[Dataset entries]
··········
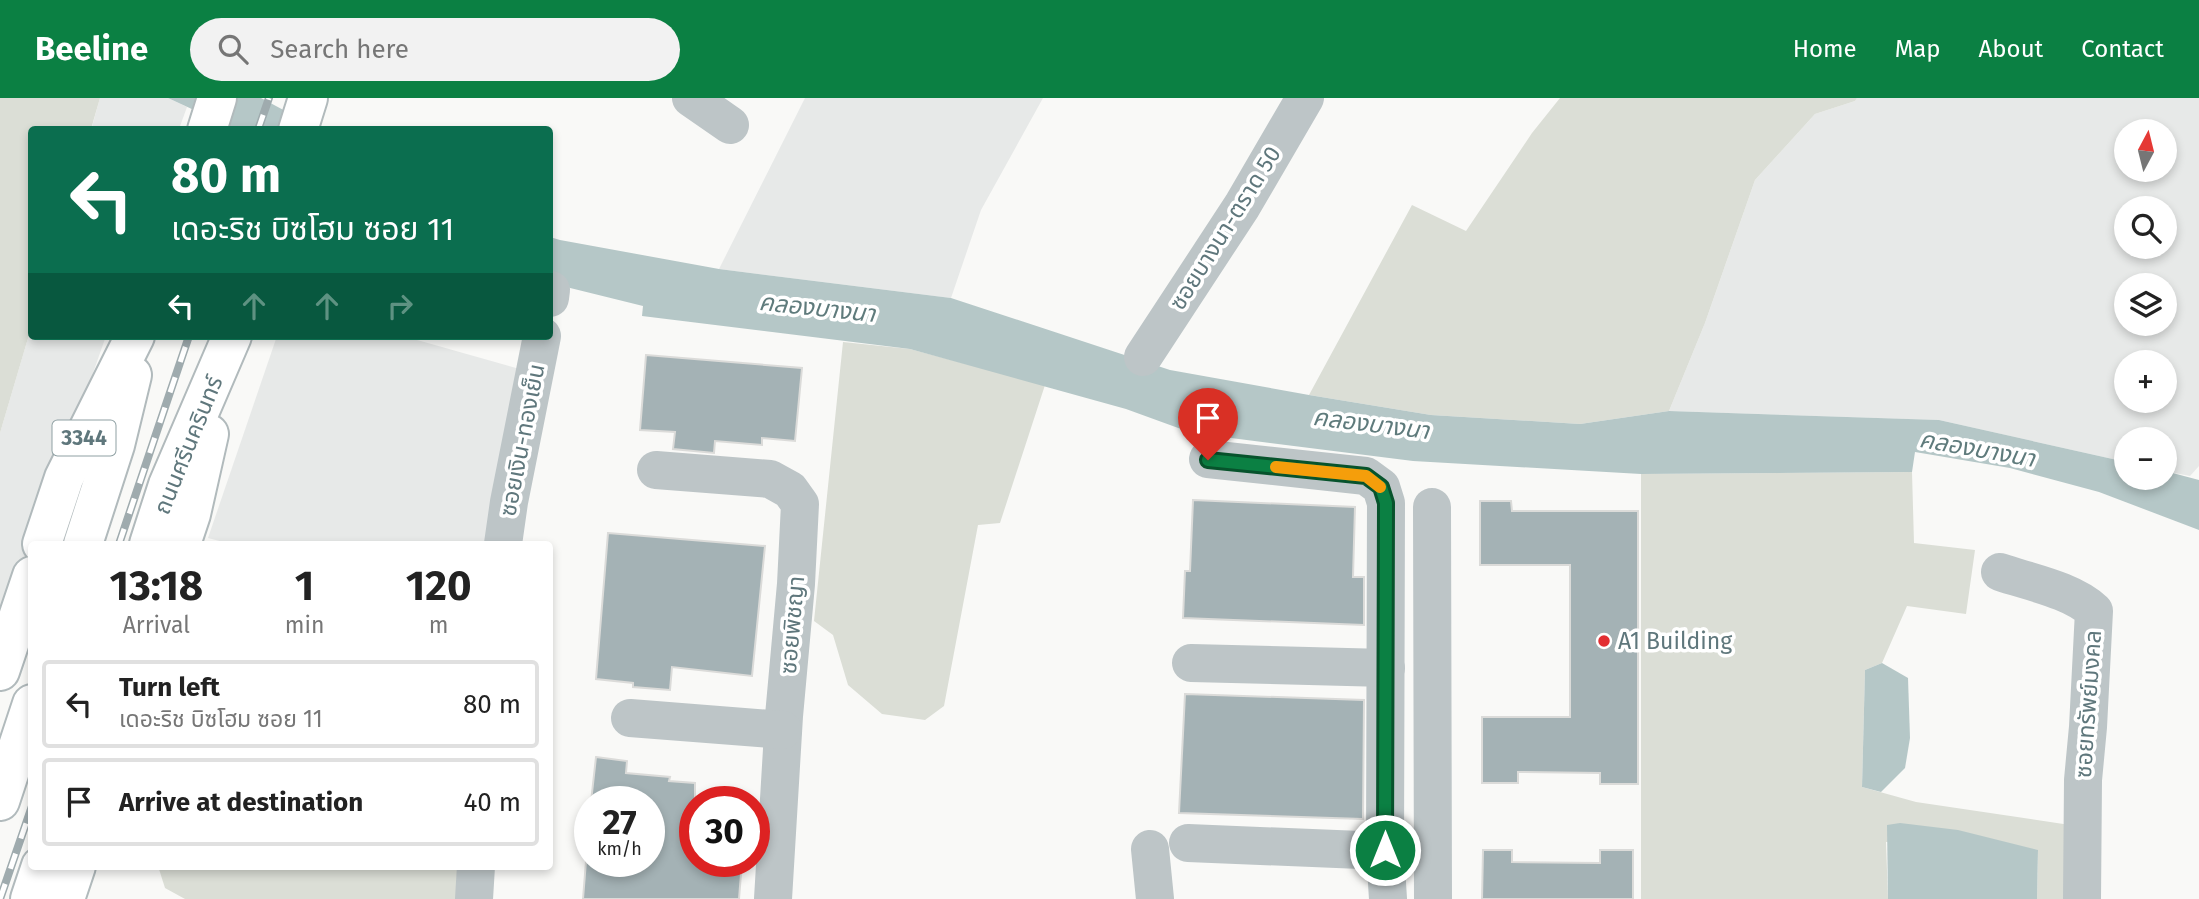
<!DOCTYPE html>
<meta charset="utf-8">
<style>
body{margin:0;font-family:"Fira Sans","Noto Sans Thai",sans-serif;background:#f2f2f2;color:#222;height:100vh;display:flex;flex-direction:column;font-size:26px;white-space:nowrap}
*{box-sizing:border-box;margin:0}
p{font-size:23px;color:#767676}
.icon{flex:none;width:38px;height:38px;fill:none;stroke:currentColor;stroke-width:2;stroke-linecap:round;stroke-linejoin:round}
.map{position:relative;flex:1;overflow:hidden}
.side{position:absolute;left:28px;top:443px;width:525px;height:329px;display:flex;flex-direction:column;background:#fff;border-radius:7px;box-shadow:0 4px 10px #0003}
.side>*{flex:none}
.guide{position:absolute;left:28px;top:28px;width:525px;height:214px;border-radius:7px;box-shadow:0 4px 10px #0003;background:#0b6e4f;color:#fff;overflow:hidden}
.needle{width:46px;rotate:7deg}
.tools{position:absolute;left:2114px;top:21px;display:grid;gap:14px}
.tools a{display:grid;place-items:center;width:63px;height:63px;border-radius:50%;background:#fff;box-shadow:0 4px 10px #0003;font-size:35px}
.speed{position:absolute;left:574px;top:688px;display:flex;gap:14px;font-size:35px;font-weight:700;text-align:center}
.speed>*{display:grid;place-content:center;width:91px;height:91px;border-radius:50%;background:#fff;box-shadow:0 4px 10px #0003;line-height:1}
.speed small{font-size:18px;font-weight:400}
.speed .limit{border:10px solid #d22;background:#fff;color:#111}
.pin{position:absolute;display:grid;place-items:center;width:60px;height:60px;color:#fff;margin:-72px -30px;border-radius:50% 50% 50% 0;rotate:-45deg;box-shadow:0 0 7px #0007}
.pin .icon{rotate:45deg}
.me{position:absolute;width:77px;margin:-38px;rotate:0deg;stroke-linejoin:round;filter:drop-shadow(0 0 5px #0008)}
.turn{display:flex;align-items:center;gap:24px;height:147px;padding:0 28px;font-size:32px}
.turn .icon{width:91px;height:91px;stroke-width:2.5}
.turn b{display:block;font-size:49px;line-height:60px}
.lanes{display:flex;align-items:center;height:66px;padding:0 28px;background:#0003;justify-content:center;gap:35px;direction:ltr}
.lanes .off{opacity:.35}
.eta{display:flex;justify-content:space-evenly;align-items:center;height:119px;text-align:center}
.eta b{font-size:42px;font-weight:700;line-height:49px}
ul{padding:0;list-style:none}
li{display:flex;align-items:center;gap:21px;height:88px;margin:0 14px 10px;padding:0 14px;border:4px solid #e0e0e0;border-radius:7px}
li div{flex:1}
li b{display:block;font-size:26px}
li em{font-style:normal}
header{display:flex;align-items:center;gap:42px;box-sizing:border-box;height:98px;padding:0 35px;background:#0b8043;color:#fff}
header strong{font-size:33px}
nav{display:flex;gap:38px;margin-inline-start:auto;font-size:24px}
.search{width:490px;height:63px;background:#f2f2f2;display:flex;align-items:center;gap:18px;box-sizing:border-box;padding:0 24px;border-radius:38px;color:#767676;font-size:26px}
.map>svg:first-child{display:block}
</style>
<header>
<strong>Beeline</strong>
<div class="search"><svg class="icon" aria-label="search" viewBox="0 0 24 24"><circle cx="10" cy="10" r="6"/><path d="M15 15l6 6"/></svg>Search here</div>
<nav><a>Home</a><a>Map</a><a>About</a><a>Contact</a></nav>
</header>
<div class="map">
<svg width="2199" height="801" viewBox="0 0 2199 801">
<rect width="100%" height="100%" fill="#f9f9f7"/>
<!-- built -->
<g fill="#e7e9e8" fill-rule="evenodd">
<polygon points="100,0 168,0 187,9 179,31 91,32"/>
<polygon points="805,0 1043,0 981,112 951,200 719,171"/>
<path d="M1857,0H2199V368L2190,378L2165,373V341H2126V364L1939,322L1669,313L1705,225L1755,82L1815,16L1855,3ZM2126,33H2165V72H2126ZM2126,110H2165V149H2126ZM2126,187H2165V226H2126ZM2126,264H2165V303H2126Z"/>
<polygon points="31,230 32,238 106,238 0,539 0,335"/>
<polygon points="277,238 403,238 523,272 493,446 231,446 208,440"/>
</g>
<!-- green -->
<g fill="#dbded6">
<polygon points="0,0 100,0 91,31 32,32 31,230 0,335"/>
<polygon points="1560,0 1857,0 1855,3 1815,16 1755,82 1705,225 1669,313 1580,326 1431,317 1309,297 1412,107 1466,133 1532,35"/>
<polygon points="843,244 910,251 1045,287 1000,425 978,427 944,608 925,622 882,616 848,587 833,537 814,523"/>
<polygon points="1912,374 1914,445 1975,452 1966,516 1907,508 1882,565 1865,572 1862,689 1916,704 2070,727 2069,801 2037,801 2038,752 1886,744 1888,801 1641,801 1641,376"/>
<polygon points="158,768 466,768 464,801 185,801 165,790"/>
</g>
<!-- water -->
<g fill="#b5c7c7">
<polygon points="168,0 261,0 319,31 235,31"/>
<polygon points="550,139 560,142 719,171 951,200 1170,272 1309,297 1431,317 1580,326 1669,313 1939,322 2126,364 2126,380 2165,380 2165,373 2199,382 2199,432 2099,394 2010,370 1915,354 1912,374 1641,376 1413,363 1192,335 1126,311 910,251 642,218 643,208 550,185"/>
<polygon points="1882,565 1908,580 1910,640 1905,670 1881,694 1862,689 1865,572"/>
<polygon points="1900,725 1958,732 2038,752 2037,801 1888,801 1887,727"/>
</g>
<!-- building -->
<g fill="#a4b2b5" stroke="#dbdbd9" stroke-width="2">
<polygon points="646,257 802,270 795,343 762,340 762,347 715,343 714,355 673,351 675,334 640,332"/>
<polygon points="1193,402 1355,409 1353,479 1364,479 1364,527 1183,520 1185,473 1190,473"/>
<polygon points="1480,403 1511,403 1512,413 1638,413 1638,686 1600,686 1600,675 1518,674 1518,685 1482,685 1482,619 1570,619 1570,467 1480,467"/>
<polygon points="608,435 765,448 752,578 672,569 670,592 633,589 633,585 596,581"/>
<polygon points="1185,596 1364,602 1363,721 1179,715"/>
<polygon points="596,659 627,663 626,675 670,679 669,683 695,685 695,763 742,763 739,801 583,801 586,763 649,763 649,704 591,704"/>
<polygon points="1483,752 1512,752 1512,764 1600,765 1600,752 1633,752 1633,801 1482,801"/>
</g>
<g fill="none" stroke-linecap="round" stroke-linejoin="round">
<!-- major casing -->
<g stroke="#b1babc" stroke-width="42">
<g id="major">
<polyline points="207,32 217,0"/>
<polyline points="298,32 308,0"/>
<polyline points="42,446 64,380 135,238"/>
<polyline points="83,446 115,347 132,277"/>
<polyline points="149,446 168,387 232,238"/>
<polyline points="181,446 191,416 209,336"/>
<polyline points="0,573 32,478"/>
<polyline points="0,703 32,606"/>
<polyline points="30,801 41,768"/>
<polyline points="65,801 76,768"/>
</g>
</g>
<!-- minor -->
<g stroke="#bdc5c7" stroke-width="38">
<polyline points="691,0 730,27"/>
<polyline points="550,200 551,192"/>
<polyline points="1143,259 1242,108 1305,0"/>
<polyline points="1208,361 1366,378 1381,389 1386,405 1385,753 1388,801"/>
<polyline points="656,372 770,381 790,392 800,406 796,486 784,618 773,801"/>
<polyline points="1432,409 1433,801"/>
<polyline points="503,446 509,404 542,238"/>
<path d="M2000,474C2029,484 2072,492 2094,513L2088,629L2083,682L2082,801"/>
<polyline points="1191,565 1386,570"/>
<polyline points="630,620 783,632"/>
<polyline points="1188,745 1385,753"/>
<polyline points="1150,751 1155,801"/>
<polyline points="474,801 476,768"/>
</g>
<!-- major -->
<use href="#major" stroke="#fff" stroke-width="38"/>
<!-- rail casing -->
<g stroke="#9fabae" stroke-width="8">
<g id="rail">
<polyline points="258,32 269,0"/>
<polyline points="119,446 189,238"/>
<polyline points="0,801 32,708"/>
</g>
</g>
<!-- rail -->
<use href="#rail" stroke="#fff" stroke-width="5" stroke-dasharray="16" stroke-linecap="butt"/>
</g>
<g fill="none" stroke-linecap="round" stroke-linejoin="round">
<!-- route casing -->
<g stroke="#07532c" stroke-width="18">
<polyline id="route" points="1208,362 1366,378 1381,389 1386,405 1385,752"/>
</g>
<!-- route -->
<use href="#route" stroke="#0b8043" stroke-width="12"/>
<!-- slow -->
<polyline stroke="#f59e0b" stroke-width="12" points="1276,369 1366,378 1380,389"/>
</g>
<!-- markers -->
<circle fill="#e22e32" stroke="#fff" stroke-width="2.5" cx="1604" cy="543" r="7"/>
<g text-anchor="middle" stroke-width="7" stroke-linejoin="round" paint-order="stroke">
<!-- shield labels -->
<rect fill="#fff" stroke="#8fa0a3" stroke-width="2" x="52.5" y="322.5" width="63" height="35" rx="5"/>
<g font-size="21" font-weight="bold" fill="#5f777c">
<text x="84" y="347">3344</text>
</g>
<!-- street labels -->
<g font-size="23" fill="#5f777c" stroke="#fff">
<text transform="translate(1225 130) rotate(-58)" y="8">ซอยบางนา-ตราด 50</text>
<text transform="translate(522 342) rotate(-79)" y="8">ซอยเงิน-ทองเย็น</text>
<text transform="translate(188 347) rotate(-68)" y="8">ถนนศรีนครินทร์</text>
<text transform="translate(792 527) rotate(-85)" y="8">ซอยพิชญา</text>
<text transform="translate(2088 606) rotate(-86)" y="8">ซอยทรัพย์มงคล</text>
</g>
<!-- poi labels -->
<g font-size="23" fill="#5f777c" stroke="#fff" text-anchor="start">
<text x="1618" y="551">A1 Building</text>
</g>
<!-- water labels -->
<g font-size="24" font-style="italic" fill="#5f7b7c" stroke="#fff">
<text transform="translate(817 210) rotate(6)" y="8">คลองบางนา</text>
<text transform="translate(1371 326) rotate(7)" y="8">คลองบางนา</text>
<text transform="translate(1977 351) rotate(10)" y="8">คลองบางนา</text>
</g>
</g>
</svg>
<div class="tools">
<a><svg class="needle" viewBox="-14 -14 28 28"><path d="M0-13l5 13h-10z" fill="#e53935"/><path d="M0 13l5-13h-10z" fill="#767676"/></svg></a>
<a><svg class="icon" aria-label="search" viewBox="0 0 24 24"><circle cx="10" cy="10" r="6"/><path d="M15 15l6 6"/></svg></a>
<a><svg class="icon" aria-label="layers" viewBox="0 0 24 24"><path d="M12 4l9 5-9 5-9-5zM3 14l9 5 9-5"/></svg></a>
<a>+</a>
<a>−</a>
</div>
<div class="speed"><div>27<small>km/h</small></div><div class="limit">30</div></div>
<div class="pin" style="left:1208px;top:362px;background:#d93025"><svg class="icon" aria-label="arrive" viewBox="0 0 24 24"><path d="M6 21V4h12l-3 4 3 4H6"/></svg></div>
<svg class="me" style="left:1385px;top:752px" viewBox="-20 -20 40 40"><circle r="17" fill="#0b8043" stroke="#fff" stroke-width="3"/><path d="M0-11L8 9 0 5-8 9z" fill="#fff"/></svg>
<div class="guide">
<div class="turn"><svg class="icon" aria-label="left" viewBox="0 0 24 24"><path d="M17 20v-9H6M10 6l-5 5 5 5"/></svg><div><b>80 m</b>เดอะริช บิซโฮม ซอย 11</div></div>
<div class="lanes"><svg class="icon" aria-label="left" viewBox="0 0 24 24"><path d="M17 20v-9H6M10 6l-5 5 5 5"/></svg><svg class="icon off" aria-label="ahead" viewBox="0 0 24 24"><path d="M12 20V5M6 11l6-6 6 6"/></svg><svg class="icon off" aria-label="ahead" viewBox="0 0 24 24"><path d="M12 20V5M6 11l6-6 6 6"/></svg><svg class="icon off" aria-label="right" viewBox="0 0 24 24"><path d="M7 20v-9h11M14 6l5 5-5 5"/></svg></div>
</div>
<section class="side">
<div class="eta">
<div><b>13:18</b><p>Arrival</p></div>
<div><b>1</b><p>min</p></div>
<div><b>120</b><p>m</p></div>
</div>
<ul>
<li><svg class="icon" aria-label="left" viewBox="0 0 24 24"><path d="M17 20v-9H6M10 6l-5 5 5 5"/></svg><div><b>Turn left</b><p>เดอะริช บิซโฮม ซอย 11</p></div><em>80 m</em></li>
<li><svg class="icon" aria-label="arrive" viewBox="0 0 24 24"><path d="M6 21V4h12l-3 4 3 4H6"/></svg><div><b>Arrive at destination</b></div><em>40 m</em></li>
</ul>
</section>
</div>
··········
● DIRECTIONS
Which of the lines above carry the string "grid"? Copy every one.

● WRITTEN RESPONSE
.tools{position:absolute;left:2114px;top:21px;display:grid;gap:14px}
.tools a{display:grid;place-items:center;width:63px;height:63px;border-radius:50%;background:#fff;box-shadow:0 4px 10px #0003;font-size:35px}
.speed>*{display:grid;place-content:center;width:91px;height:91px;border-radius:50%;background:#fff;box-shadow:0 4px 10px #0003;line-height:1}
.pin{position:absolute;display:grid;place-items:center;width:60px;height:60px;color:#fff;margin:-72px -30px;border-radius:50% 50% 50% 0;rotate:-45deg;box-shadow:0 0 7px #0007}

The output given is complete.